__What the task asks__:
Exactly as they appear, copy the lines from the start of the entries below to the line containing "const ctx = document.querySelector('canvas').getContext('2d');", both ends included.

· · · · ·

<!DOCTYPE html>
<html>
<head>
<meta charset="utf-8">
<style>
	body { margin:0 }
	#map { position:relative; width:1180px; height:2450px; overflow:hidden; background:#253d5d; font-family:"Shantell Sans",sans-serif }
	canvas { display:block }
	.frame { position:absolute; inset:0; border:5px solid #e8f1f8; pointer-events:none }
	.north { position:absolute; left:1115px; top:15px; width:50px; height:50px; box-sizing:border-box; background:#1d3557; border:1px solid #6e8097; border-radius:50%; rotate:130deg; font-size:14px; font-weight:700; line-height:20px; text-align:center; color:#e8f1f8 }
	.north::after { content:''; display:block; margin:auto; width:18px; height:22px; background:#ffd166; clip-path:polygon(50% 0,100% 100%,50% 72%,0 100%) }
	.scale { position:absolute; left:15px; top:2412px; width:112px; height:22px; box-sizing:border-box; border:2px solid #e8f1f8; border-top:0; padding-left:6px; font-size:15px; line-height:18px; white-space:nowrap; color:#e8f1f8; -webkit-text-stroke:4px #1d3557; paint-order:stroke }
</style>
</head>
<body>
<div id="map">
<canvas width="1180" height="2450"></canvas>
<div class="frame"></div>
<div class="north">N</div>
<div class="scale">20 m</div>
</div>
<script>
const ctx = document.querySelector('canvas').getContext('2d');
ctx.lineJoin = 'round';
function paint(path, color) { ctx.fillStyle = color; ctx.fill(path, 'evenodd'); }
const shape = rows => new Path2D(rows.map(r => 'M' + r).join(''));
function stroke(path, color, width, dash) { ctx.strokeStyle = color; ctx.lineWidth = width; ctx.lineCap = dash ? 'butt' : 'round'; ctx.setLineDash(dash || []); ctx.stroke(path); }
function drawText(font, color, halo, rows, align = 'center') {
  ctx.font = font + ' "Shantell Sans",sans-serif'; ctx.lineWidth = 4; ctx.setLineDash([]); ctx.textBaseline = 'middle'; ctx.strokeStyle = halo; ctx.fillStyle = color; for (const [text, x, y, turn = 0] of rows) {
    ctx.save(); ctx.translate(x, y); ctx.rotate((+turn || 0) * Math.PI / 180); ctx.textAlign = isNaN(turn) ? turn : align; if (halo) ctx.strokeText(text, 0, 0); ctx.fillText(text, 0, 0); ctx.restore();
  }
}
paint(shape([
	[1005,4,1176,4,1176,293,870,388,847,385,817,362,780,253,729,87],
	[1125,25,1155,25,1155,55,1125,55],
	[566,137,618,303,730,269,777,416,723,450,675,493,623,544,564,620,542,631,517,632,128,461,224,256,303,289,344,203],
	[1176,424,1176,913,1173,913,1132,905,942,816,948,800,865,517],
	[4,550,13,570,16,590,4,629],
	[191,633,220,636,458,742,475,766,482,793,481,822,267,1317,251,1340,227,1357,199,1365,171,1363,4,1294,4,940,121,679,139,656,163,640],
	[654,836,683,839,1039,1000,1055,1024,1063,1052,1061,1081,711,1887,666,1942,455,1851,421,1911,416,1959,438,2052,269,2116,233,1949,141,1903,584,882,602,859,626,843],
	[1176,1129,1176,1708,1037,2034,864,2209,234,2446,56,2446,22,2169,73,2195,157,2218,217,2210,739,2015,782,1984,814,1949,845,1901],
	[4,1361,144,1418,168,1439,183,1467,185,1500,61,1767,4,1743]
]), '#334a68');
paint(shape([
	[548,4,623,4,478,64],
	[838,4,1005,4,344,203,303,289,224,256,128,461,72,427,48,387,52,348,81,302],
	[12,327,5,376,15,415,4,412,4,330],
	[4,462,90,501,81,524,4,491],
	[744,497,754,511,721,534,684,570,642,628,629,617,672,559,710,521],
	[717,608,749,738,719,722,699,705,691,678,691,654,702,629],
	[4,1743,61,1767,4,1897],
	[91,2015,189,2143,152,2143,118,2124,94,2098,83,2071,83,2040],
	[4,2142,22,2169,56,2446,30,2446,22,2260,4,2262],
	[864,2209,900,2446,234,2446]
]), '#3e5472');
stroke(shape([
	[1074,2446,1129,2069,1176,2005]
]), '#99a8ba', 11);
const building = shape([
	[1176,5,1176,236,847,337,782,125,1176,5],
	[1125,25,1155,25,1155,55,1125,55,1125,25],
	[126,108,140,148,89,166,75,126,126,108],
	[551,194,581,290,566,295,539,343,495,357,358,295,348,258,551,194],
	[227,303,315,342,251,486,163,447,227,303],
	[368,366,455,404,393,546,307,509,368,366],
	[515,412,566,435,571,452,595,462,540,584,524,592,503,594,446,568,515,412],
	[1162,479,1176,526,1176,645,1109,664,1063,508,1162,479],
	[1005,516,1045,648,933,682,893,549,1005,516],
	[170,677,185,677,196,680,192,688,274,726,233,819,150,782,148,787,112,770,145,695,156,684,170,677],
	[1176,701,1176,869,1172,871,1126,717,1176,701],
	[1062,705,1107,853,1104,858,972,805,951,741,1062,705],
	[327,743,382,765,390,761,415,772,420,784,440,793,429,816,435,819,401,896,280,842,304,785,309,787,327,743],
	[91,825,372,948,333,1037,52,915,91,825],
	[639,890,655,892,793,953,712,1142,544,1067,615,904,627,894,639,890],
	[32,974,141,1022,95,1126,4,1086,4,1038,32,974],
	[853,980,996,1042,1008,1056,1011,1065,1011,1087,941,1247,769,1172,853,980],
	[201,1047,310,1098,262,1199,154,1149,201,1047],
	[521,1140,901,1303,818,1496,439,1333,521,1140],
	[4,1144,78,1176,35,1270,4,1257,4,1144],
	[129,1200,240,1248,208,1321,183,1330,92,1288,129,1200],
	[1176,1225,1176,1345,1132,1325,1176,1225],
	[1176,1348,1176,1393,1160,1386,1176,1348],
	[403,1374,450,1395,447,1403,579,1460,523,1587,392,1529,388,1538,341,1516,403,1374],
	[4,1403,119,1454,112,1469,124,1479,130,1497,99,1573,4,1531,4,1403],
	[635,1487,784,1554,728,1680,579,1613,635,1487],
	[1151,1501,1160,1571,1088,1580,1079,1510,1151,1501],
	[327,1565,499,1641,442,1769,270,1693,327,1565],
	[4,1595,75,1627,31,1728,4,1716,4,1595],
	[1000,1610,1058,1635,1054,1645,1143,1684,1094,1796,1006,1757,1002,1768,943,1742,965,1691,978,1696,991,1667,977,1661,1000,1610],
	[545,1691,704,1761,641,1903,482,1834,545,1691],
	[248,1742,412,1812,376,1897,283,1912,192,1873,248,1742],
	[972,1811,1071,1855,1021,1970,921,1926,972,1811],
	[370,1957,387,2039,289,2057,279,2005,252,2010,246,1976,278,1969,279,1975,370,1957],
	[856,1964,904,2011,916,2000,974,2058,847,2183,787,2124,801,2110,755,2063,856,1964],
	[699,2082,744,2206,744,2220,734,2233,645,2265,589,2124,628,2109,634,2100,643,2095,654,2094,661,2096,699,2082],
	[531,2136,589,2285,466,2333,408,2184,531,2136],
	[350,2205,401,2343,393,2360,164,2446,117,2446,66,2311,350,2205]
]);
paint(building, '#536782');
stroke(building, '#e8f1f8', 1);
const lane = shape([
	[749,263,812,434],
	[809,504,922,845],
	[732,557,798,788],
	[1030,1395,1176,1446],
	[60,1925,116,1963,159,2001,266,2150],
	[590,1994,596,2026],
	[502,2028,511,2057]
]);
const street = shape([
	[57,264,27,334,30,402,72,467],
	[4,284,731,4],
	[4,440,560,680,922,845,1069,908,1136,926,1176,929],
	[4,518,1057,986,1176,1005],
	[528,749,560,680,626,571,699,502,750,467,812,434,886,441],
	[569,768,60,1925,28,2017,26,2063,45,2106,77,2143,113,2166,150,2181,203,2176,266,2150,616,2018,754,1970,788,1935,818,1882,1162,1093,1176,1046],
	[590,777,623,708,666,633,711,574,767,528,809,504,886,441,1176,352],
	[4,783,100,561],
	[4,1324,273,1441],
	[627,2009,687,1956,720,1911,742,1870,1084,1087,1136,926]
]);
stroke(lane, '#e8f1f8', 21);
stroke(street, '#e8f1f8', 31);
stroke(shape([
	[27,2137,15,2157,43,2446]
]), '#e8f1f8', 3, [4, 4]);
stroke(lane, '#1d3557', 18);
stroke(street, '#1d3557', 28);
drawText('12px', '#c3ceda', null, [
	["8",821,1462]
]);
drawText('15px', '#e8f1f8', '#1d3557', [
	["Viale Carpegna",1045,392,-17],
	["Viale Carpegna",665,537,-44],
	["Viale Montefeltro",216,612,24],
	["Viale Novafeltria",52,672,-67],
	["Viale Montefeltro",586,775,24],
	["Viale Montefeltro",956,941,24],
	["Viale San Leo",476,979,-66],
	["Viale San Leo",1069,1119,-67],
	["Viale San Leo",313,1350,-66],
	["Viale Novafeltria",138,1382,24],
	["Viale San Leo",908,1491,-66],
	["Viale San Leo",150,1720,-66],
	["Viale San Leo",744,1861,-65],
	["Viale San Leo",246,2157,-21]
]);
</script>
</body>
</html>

· · · · ·

__Your response__:
<!DOCTYPE html>
<html>
<head>
<meta charset="utf-8">
<style>
	body { margin:0 }
	#map { position:relative; width:1180px; height:2450px; overflow:hidden; background:#253d5d; font-family:"Shantell Sans",sans-serif }
	canvas { display:block }
	.frame { position:absolute; inset:0; border:5px solid #e8f1f8; pointer-events:none }
	.north { position:absolute; left:1115px; top:15px; width:50px; height:50px; box-sizing:border-box; background:#1d3557; border:1px solid #6e8097; border-radius:50%; rotate:130deg; font-size:14px; font-weight:700; line-height:20px; text-align:center; color:#e8f1f8 }
	.north::after { content:''; display:block; margin:auto; width:18px; height:22px; background:#ffd166; clip-path:polygon(50% 0,100% 100%,50% 72%,0 100%) }
	.scale { position:absolute; left:15px; top:2412px; width:112px; height:22px; box-sizing:border-box; border:2px solid #e8f1f8; border-top:0; padding-left:6px; font-size:15px; line-height:18px; white-space:nowrap; color:#e8f1f8; -webkit-text-stroke:4px #1d3557; paint-order:stroke }
</style>
</head>
<body>
<div id="map">
<canvas width="1180" height="2450"></canvas>
<div class="frame"></div>
<div class="north">N</div>
<div class="scale">20 m</div>
</div>
<script>
const ctx = document.querySelector('canvas').getContext('2d');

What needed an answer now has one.